The first thing a good idea must have is a real problem to solve. OpenID does very well here. The point of OpenID is to solve our common problem of the internet age: many websites, many accounts, many usernames and passwords. This is probably why OpenID still appears to some people as being a good idea.

Here’s how they do it. Instead of keeping track of your accounts on all the sites you’re a member of, just let one site keep all your account records (sound ominous yet? it did to me). Now, whenever you want to login to one of your sites, instead of using your username/password for that site, you use your OpenID login, which looks like this: http://username.myid.net. This url is effectively your OpenID provider, ie. the site you use to keep track of all your accounts. So now the site you’re logging into sends you to your provider, where you login with a username/password belonging to the account on the provider site, and that logs you into the site you were visiting. So in other words, your account on the provider is the gatekeeper to all your accounts. Sounds simple, right?

I remember when I first heard about this idea years ago. The first concern I had was that in order for this to work, I need a provider to keep track of all my accounts. So I asked myself the question: whom do I trust do this for me? The answer came back: myself. I don’t know about you, but the idea of some third party storing all my logins doesn’t make me feel warmy and cuddly. As it happens, the open in OpenID means you can choose any provider you want, including yourself. You just set up some php scritps and voila, you can use http://mysite.com as your provider. So basically, instead of storing your accounts in some “account manager” program on your computer, you do the same thing on your server. This is where the concept of OpenID died for me.
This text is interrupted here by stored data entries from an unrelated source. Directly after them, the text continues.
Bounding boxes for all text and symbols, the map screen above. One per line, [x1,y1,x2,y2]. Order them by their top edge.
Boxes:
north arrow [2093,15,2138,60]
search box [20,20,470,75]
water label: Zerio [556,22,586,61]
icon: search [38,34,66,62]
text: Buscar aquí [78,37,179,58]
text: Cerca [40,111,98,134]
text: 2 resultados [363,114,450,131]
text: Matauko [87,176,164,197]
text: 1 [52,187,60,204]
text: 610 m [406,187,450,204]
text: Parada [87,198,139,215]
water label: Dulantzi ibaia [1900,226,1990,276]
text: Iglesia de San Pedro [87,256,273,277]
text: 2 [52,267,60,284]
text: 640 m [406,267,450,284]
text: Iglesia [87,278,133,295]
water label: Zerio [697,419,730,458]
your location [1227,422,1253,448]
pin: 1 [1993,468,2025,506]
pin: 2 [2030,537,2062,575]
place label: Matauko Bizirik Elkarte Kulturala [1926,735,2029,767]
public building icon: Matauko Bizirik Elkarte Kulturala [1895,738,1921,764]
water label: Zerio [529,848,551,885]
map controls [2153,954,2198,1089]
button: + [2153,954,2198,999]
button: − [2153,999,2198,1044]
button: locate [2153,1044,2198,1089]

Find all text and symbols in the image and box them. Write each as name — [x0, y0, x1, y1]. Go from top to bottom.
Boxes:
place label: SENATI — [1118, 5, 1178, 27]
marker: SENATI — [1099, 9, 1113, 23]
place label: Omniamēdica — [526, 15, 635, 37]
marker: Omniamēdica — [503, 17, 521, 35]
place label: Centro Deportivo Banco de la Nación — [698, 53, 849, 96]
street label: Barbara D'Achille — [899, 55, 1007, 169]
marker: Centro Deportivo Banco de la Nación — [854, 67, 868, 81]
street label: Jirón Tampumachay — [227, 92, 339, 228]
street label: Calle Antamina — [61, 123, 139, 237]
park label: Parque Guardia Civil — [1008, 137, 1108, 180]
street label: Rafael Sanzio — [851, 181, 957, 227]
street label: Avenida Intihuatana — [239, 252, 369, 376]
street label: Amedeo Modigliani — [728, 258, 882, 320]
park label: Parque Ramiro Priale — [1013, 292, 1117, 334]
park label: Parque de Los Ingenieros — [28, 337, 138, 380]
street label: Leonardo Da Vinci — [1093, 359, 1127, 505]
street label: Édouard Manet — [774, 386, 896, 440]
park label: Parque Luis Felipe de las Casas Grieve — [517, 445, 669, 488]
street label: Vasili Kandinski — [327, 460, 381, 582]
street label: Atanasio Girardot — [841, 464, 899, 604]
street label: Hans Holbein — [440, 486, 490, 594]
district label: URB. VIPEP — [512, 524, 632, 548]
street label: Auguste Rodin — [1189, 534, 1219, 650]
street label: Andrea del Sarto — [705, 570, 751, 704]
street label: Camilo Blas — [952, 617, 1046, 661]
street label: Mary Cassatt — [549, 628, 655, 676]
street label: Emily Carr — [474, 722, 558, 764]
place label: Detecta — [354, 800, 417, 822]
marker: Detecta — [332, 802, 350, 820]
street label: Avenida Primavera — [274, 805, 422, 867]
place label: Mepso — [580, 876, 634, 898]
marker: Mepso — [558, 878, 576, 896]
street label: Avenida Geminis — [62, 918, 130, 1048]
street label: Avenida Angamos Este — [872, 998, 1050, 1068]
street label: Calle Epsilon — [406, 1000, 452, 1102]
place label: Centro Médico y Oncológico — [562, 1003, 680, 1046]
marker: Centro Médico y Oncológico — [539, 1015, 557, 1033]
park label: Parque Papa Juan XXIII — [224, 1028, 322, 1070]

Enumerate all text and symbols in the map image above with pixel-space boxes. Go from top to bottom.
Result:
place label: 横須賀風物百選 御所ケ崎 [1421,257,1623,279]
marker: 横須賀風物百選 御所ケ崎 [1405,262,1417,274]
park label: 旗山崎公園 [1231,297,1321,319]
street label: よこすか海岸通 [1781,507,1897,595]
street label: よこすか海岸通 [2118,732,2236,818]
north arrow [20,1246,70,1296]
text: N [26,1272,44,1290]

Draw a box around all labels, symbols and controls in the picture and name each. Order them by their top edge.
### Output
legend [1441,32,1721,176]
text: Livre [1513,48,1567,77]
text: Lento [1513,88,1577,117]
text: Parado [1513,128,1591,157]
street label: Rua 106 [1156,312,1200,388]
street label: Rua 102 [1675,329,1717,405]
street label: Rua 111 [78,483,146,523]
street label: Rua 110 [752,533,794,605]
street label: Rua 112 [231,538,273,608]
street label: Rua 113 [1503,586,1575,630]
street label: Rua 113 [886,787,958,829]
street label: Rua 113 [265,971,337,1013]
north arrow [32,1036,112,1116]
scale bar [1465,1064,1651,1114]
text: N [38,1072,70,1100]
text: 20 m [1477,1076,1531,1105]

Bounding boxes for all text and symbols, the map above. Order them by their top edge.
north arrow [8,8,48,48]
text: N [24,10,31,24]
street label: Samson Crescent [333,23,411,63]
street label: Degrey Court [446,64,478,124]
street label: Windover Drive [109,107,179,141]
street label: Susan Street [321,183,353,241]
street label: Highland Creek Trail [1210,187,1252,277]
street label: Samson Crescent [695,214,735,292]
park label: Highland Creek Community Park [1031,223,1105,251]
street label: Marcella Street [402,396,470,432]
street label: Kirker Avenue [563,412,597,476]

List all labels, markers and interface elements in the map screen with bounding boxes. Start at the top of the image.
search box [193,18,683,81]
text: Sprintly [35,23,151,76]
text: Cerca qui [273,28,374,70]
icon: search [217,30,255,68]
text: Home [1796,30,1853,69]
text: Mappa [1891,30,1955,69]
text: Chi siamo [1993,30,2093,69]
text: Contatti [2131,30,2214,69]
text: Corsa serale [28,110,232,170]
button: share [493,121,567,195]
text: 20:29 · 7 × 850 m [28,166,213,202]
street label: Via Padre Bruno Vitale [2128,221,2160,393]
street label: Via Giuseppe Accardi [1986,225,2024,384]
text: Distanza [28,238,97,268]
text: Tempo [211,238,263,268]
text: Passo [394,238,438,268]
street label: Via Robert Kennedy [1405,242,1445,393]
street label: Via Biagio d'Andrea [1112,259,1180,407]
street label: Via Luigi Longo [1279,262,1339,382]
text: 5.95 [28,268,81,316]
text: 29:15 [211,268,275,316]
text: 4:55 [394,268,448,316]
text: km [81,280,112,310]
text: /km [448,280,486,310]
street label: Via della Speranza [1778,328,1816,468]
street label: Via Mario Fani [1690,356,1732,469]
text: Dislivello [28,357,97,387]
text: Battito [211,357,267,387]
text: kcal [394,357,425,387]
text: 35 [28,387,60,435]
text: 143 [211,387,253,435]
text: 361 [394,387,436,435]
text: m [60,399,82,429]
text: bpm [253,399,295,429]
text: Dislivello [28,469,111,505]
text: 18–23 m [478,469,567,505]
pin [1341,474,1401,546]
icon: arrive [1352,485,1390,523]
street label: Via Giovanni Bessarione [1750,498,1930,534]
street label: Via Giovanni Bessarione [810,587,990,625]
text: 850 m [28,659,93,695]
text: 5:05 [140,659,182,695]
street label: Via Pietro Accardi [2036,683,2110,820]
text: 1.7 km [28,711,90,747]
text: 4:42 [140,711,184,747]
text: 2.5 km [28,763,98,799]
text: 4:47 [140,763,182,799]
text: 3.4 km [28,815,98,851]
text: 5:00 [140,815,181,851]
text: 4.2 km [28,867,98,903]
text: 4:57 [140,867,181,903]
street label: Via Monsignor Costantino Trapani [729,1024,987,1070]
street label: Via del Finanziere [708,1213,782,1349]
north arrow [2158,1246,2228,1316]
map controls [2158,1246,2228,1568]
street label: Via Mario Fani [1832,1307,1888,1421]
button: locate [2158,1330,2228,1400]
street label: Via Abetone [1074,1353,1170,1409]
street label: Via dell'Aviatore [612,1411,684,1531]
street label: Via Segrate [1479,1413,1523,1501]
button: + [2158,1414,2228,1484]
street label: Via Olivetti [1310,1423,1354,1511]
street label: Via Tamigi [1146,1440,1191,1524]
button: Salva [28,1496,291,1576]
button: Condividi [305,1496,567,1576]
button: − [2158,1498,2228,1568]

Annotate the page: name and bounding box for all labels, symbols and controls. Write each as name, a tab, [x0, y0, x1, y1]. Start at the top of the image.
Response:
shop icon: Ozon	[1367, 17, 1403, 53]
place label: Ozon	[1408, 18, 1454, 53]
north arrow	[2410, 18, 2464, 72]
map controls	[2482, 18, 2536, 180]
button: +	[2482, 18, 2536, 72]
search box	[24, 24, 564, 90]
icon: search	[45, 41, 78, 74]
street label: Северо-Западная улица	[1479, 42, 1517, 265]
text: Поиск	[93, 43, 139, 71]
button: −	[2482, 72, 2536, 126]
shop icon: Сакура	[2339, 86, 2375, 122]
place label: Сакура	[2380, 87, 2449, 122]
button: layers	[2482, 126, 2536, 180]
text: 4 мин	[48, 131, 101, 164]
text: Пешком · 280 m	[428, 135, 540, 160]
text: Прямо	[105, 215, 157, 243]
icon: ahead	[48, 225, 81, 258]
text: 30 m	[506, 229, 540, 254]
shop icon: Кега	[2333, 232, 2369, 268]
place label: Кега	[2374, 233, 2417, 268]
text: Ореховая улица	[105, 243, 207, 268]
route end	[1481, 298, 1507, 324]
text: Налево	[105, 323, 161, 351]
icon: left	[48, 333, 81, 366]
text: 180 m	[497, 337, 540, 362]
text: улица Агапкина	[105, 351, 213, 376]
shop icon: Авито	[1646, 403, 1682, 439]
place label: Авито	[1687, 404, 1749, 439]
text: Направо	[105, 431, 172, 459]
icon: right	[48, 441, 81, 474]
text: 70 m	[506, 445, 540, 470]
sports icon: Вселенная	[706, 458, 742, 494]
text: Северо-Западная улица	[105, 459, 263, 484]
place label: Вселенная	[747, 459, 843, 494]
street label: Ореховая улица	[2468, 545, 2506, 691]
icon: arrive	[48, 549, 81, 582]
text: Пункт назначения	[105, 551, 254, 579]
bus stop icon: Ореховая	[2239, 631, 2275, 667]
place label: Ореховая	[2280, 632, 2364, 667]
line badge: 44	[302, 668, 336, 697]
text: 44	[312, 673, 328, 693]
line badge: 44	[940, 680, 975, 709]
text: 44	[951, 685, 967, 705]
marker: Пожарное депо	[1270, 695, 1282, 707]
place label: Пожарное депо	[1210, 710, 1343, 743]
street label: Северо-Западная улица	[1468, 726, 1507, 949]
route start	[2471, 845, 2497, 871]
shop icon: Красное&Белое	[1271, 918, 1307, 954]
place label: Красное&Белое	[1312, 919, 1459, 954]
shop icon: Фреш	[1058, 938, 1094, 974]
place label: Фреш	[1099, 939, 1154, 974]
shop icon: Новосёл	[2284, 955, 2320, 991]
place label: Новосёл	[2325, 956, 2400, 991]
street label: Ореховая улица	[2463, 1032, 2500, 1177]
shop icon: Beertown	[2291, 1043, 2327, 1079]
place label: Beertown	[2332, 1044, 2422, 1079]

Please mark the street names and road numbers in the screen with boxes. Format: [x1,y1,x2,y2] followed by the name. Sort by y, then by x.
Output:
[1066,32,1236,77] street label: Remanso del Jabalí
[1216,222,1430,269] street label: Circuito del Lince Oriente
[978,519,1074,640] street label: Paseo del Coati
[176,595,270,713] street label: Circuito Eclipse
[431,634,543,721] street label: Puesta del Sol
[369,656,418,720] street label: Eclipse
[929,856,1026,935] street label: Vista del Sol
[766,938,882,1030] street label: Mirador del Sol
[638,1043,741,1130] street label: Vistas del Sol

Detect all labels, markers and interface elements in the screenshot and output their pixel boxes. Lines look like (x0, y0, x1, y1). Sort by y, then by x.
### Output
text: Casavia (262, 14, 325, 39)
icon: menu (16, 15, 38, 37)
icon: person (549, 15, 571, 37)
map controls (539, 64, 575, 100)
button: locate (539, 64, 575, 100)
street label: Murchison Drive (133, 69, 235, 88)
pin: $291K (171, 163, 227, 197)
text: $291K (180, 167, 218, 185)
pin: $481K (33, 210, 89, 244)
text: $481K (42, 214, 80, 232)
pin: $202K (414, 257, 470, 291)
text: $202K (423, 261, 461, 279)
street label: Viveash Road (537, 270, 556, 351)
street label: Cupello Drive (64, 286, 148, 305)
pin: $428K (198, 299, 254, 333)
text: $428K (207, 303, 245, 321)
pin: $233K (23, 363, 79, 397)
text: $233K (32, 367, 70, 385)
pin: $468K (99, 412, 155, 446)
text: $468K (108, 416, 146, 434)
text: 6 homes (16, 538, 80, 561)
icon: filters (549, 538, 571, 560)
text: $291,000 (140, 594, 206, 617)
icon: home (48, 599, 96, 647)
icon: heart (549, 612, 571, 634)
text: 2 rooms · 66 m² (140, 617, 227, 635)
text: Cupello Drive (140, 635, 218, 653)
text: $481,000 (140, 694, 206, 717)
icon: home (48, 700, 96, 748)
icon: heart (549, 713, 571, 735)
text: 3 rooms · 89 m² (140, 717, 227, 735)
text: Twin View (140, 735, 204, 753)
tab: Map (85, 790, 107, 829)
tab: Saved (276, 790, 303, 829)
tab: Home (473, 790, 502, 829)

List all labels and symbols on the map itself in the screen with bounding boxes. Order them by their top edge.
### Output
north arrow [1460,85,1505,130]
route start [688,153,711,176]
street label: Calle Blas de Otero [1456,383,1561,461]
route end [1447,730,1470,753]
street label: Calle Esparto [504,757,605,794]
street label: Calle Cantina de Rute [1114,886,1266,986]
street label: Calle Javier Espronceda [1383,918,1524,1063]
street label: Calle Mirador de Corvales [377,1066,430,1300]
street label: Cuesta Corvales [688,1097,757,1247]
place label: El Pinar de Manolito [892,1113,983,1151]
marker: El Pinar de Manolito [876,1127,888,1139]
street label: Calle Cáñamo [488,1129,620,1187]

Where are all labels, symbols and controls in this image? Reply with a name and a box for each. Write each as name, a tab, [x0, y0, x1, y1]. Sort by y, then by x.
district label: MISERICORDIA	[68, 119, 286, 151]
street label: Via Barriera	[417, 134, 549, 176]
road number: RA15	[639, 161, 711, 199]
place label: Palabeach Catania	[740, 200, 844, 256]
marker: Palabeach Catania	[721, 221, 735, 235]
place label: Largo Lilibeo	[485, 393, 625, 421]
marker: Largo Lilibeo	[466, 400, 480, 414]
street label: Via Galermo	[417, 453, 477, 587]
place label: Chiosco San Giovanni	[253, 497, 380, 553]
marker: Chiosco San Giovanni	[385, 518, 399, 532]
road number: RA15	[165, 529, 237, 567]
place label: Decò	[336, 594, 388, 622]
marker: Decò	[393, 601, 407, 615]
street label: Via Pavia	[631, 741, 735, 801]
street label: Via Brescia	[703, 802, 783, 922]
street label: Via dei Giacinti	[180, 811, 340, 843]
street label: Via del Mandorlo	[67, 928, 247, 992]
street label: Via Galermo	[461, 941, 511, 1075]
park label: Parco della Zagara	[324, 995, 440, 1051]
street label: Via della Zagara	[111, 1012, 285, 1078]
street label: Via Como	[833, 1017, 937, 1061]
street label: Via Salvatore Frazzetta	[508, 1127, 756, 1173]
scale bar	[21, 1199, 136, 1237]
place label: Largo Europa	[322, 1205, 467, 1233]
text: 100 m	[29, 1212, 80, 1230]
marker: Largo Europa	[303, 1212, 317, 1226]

I don’t want to have to depend on my own OpenID provider to work in order to use other sites. I don’t want to add a dependency on my ability to login to some other site contingent on the assumption that my own site is available and working properly at all times (which it isn’t, I have a little downtime like everyone else).

If you don’t want the hassle of being your own provider, you can pick a provider from a list. This is not an attractive fallback option, because now your account on the provider is your key to all your other accounts. If I have an account on some site and I forget my credentials, big deal, I only lose that one account. But if I lose my credentials on the provider, I lose everything.

In theory, OpenID tries to improve your overall security. The hassle of keeping track of accounts is known to us all, and we get around the problem by reusing the same (or similar) credentials on a lot of sites. This is obviously bad for security, because if someone gets your password to one site, they can access all your other accounts that use this password. So security people will always recommend that you use distinct credentials for every account. Suppose you do this, and you use OpenID to alleviate record keeping. Now, OpenID actually works against you. Your account on the OpenID provider is the key to everything. With a different password on every site, you’re that much less likely to remember what it was, therefore your account on the provider is proportionally more valuable.

There is a strange irony at play here. Supposedly, the more accounts you manage with OpenID the more useful it is. But on the other hand, the more accounts you manage with it, the more you depend on it, and the more you make it the one gateway to all your online identities for a potential attacker or for abuse by a dishonest or incompetent provider.

Most importantly, however, OpenID’s solution to the login problem isn’t a very clever solution at all. Typing http://username.myid.net is not a big improvement over a username/password form. My browser already gives me the option to login without typing anything.

Those are my reasons why OpenID is a bad idea and should have died years ago. If you want more, Stefan Brands has an exhaustive laundry list of problems with OpenID.